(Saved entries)
BEGIN

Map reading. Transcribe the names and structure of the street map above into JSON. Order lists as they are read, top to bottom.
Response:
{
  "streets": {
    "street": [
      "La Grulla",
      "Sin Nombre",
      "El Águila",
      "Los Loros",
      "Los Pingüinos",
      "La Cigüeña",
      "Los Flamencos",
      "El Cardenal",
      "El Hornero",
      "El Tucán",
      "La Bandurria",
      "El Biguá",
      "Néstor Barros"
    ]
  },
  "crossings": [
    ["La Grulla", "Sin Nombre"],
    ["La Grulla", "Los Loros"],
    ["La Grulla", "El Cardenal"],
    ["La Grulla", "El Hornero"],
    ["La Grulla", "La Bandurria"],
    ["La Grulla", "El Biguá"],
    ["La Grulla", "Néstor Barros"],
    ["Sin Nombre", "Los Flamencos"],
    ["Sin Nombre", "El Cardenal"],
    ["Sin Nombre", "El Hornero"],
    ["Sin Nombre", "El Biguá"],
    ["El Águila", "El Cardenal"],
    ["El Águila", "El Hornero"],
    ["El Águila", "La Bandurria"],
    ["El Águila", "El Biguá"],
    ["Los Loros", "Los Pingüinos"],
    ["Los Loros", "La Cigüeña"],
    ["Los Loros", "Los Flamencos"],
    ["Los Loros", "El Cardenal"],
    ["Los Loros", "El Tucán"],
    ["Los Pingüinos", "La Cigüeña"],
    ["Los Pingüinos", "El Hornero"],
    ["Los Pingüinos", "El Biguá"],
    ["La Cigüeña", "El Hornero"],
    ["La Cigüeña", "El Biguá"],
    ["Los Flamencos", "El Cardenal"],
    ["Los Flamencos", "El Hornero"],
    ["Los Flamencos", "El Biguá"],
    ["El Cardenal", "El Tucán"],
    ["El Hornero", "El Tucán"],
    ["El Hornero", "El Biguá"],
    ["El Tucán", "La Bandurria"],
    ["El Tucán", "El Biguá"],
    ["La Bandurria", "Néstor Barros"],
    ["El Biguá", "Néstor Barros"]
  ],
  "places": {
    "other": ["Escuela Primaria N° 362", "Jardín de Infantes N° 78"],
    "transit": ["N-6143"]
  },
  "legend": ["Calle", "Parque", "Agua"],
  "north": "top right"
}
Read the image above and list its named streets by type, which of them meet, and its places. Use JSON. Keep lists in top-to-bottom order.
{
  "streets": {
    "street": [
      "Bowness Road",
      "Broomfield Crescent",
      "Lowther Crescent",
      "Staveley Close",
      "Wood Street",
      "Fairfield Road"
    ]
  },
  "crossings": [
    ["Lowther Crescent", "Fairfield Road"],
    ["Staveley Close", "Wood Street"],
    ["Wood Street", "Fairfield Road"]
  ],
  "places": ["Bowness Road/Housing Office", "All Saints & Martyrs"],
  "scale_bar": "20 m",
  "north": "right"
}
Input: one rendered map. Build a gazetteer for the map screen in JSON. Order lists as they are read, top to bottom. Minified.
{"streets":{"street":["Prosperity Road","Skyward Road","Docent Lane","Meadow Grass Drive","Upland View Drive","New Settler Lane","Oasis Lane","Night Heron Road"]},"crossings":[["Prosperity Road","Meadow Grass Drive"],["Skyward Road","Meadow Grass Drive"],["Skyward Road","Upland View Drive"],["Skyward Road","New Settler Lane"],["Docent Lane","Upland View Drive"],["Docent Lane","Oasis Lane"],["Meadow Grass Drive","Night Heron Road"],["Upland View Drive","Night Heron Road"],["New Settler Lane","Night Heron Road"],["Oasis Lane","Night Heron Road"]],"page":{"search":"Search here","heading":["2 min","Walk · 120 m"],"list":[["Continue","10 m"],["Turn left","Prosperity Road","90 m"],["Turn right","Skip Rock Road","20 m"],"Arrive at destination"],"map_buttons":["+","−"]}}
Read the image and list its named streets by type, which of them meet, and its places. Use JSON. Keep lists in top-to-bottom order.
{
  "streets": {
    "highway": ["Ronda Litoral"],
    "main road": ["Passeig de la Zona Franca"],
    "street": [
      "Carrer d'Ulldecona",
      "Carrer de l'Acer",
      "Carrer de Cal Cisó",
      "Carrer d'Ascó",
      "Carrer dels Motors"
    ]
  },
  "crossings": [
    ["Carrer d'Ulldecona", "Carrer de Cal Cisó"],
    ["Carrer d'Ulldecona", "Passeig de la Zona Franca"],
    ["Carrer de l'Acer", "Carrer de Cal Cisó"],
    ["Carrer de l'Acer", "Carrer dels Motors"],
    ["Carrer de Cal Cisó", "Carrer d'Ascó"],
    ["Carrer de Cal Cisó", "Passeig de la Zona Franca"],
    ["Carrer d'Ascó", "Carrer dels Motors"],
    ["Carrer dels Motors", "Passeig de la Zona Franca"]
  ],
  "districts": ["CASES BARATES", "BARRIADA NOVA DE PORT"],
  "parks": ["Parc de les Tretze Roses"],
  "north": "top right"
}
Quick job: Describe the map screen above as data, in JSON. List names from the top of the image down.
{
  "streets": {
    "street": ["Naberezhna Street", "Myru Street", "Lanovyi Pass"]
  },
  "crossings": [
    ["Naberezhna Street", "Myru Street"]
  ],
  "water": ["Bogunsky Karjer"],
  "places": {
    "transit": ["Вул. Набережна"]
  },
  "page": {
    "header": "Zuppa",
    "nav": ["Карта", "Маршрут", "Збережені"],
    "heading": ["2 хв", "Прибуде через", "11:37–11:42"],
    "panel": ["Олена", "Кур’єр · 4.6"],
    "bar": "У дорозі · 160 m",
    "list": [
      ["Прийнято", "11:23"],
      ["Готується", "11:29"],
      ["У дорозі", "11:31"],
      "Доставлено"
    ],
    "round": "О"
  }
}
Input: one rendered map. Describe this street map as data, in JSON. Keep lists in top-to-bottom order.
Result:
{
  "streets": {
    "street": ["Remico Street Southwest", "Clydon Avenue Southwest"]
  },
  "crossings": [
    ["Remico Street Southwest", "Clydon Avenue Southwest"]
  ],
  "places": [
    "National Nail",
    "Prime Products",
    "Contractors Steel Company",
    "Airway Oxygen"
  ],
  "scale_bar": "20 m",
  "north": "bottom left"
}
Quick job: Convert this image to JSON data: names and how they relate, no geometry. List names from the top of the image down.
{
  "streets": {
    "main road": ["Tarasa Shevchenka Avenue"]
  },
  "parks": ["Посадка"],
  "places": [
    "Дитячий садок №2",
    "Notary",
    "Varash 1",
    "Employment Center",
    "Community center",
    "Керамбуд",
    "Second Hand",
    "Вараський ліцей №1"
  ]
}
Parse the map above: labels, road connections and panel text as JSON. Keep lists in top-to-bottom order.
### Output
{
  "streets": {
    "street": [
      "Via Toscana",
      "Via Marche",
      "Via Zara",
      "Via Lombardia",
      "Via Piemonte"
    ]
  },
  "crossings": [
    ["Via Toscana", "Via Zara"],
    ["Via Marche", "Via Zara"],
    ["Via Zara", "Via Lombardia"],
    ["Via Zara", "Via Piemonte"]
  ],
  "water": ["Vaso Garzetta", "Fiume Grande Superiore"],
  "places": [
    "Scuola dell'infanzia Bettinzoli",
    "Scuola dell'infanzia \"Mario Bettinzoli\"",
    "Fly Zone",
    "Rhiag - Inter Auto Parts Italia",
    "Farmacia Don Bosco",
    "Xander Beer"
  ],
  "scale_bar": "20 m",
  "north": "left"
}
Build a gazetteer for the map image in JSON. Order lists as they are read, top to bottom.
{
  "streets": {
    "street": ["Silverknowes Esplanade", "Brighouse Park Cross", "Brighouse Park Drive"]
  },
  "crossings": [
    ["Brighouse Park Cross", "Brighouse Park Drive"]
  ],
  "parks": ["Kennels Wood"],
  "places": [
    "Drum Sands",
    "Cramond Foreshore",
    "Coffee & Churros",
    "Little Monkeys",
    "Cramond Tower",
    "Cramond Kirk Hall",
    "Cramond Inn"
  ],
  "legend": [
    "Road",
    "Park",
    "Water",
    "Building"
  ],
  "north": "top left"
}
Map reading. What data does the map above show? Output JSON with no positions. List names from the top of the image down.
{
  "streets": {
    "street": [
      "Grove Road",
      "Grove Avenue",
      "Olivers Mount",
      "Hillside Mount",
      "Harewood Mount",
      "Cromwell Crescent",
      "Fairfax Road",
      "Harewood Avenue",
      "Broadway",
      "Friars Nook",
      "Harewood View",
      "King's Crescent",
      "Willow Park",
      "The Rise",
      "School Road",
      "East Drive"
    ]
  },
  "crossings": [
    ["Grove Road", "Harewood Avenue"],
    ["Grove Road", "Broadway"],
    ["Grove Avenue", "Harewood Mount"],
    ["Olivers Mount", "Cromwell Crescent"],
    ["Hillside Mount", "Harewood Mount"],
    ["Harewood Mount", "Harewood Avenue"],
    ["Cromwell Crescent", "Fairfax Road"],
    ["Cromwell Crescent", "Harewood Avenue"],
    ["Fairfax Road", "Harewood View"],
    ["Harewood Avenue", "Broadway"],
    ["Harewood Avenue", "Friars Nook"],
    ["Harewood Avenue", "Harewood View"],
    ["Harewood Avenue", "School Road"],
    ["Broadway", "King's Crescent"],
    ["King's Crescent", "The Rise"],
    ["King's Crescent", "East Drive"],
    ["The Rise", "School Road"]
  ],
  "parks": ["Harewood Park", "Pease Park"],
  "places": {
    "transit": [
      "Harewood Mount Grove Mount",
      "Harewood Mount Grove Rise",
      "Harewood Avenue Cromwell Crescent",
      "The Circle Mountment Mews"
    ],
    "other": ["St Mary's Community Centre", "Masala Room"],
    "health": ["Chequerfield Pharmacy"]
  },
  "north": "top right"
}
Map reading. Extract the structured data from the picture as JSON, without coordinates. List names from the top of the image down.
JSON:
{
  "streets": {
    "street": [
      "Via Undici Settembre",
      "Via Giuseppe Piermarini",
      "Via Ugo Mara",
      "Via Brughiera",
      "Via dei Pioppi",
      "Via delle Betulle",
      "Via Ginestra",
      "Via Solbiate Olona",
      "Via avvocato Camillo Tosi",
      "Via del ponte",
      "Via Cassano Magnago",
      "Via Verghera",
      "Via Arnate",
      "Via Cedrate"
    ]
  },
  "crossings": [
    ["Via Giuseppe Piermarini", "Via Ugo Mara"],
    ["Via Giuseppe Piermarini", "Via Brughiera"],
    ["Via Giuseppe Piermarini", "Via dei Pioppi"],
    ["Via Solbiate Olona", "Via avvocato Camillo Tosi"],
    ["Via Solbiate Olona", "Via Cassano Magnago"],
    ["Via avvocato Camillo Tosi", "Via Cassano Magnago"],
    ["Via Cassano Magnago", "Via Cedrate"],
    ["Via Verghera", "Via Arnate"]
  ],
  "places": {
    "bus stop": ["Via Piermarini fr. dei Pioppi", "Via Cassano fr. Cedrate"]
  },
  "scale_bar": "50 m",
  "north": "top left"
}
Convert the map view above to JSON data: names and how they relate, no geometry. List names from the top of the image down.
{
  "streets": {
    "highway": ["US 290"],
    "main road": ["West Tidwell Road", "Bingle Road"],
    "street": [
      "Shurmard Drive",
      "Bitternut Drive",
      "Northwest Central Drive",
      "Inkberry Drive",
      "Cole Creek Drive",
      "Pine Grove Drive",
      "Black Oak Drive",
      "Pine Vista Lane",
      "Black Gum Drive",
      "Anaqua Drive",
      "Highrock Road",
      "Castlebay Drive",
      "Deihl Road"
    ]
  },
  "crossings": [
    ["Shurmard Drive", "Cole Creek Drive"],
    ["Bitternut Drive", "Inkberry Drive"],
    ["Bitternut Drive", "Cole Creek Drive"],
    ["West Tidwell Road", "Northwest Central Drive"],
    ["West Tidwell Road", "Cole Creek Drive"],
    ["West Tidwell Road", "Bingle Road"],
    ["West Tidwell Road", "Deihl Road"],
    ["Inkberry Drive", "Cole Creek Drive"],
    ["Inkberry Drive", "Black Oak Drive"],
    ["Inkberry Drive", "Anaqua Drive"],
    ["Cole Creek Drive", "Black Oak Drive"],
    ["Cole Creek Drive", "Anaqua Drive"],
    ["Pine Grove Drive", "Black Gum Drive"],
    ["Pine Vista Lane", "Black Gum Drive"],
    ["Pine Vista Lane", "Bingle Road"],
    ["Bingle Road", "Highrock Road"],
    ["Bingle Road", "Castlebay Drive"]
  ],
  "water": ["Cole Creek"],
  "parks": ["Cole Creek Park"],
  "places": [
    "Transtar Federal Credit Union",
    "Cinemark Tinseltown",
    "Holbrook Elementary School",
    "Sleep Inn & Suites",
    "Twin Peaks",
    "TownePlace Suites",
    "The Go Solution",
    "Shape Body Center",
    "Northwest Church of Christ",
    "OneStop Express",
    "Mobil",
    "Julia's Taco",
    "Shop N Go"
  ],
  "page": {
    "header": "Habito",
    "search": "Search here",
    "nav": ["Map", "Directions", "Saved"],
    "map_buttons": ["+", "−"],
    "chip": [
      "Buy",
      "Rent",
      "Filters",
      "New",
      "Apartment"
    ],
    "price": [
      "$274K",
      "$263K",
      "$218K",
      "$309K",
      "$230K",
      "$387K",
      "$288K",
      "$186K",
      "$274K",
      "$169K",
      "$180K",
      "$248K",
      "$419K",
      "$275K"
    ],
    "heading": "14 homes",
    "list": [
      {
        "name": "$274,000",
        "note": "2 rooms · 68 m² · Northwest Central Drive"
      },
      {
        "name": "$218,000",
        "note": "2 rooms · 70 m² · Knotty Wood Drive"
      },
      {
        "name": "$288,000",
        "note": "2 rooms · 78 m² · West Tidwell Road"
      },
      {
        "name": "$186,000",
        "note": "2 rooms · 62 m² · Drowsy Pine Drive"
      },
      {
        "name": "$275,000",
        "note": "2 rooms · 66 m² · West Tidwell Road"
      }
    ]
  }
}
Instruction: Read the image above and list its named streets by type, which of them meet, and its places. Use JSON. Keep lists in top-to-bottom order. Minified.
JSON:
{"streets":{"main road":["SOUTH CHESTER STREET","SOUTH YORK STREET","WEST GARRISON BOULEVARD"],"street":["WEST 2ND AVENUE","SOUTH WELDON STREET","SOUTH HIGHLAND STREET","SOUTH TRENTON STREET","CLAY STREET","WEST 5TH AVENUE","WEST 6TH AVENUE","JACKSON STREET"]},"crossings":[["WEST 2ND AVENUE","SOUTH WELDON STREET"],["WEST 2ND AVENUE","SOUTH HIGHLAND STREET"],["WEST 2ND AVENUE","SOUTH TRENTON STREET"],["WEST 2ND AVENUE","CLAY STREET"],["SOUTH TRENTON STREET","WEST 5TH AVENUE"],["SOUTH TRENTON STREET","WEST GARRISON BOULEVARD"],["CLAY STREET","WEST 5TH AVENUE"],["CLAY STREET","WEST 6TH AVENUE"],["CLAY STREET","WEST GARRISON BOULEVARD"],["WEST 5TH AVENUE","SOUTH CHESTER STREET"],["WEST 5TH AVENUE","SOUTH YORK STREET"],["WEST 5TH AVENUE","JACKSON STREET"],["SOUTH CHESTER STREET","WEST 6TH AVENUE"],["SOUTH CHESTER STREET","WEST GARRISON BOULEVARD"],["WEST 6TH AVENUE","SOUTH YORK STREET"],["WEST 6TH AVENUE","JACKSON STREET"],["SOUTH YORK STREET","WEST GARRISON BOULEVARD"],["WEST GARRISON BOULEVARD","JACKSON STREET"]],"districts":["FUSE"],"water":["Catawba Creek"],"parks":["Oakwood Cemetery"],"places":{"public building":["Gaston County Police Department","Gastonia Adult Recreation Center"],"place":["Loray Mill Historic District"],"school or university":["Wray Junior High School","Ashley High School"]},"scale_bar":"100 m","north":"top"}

END

**Task objective**
The lines that contain the word "Inkberry" are wanted; copy each of them from the records.

**Written solution**
      "Inkberry Drive",
    ["Bitternut Drive", "Inkberry Drive"],
    ["Inkberry Drive", "Cole Creek Drive"],
    ["Inkberry Drive", "Black Oak Drive"],
    ["Inkberry Drive", "Anaqua Drive"],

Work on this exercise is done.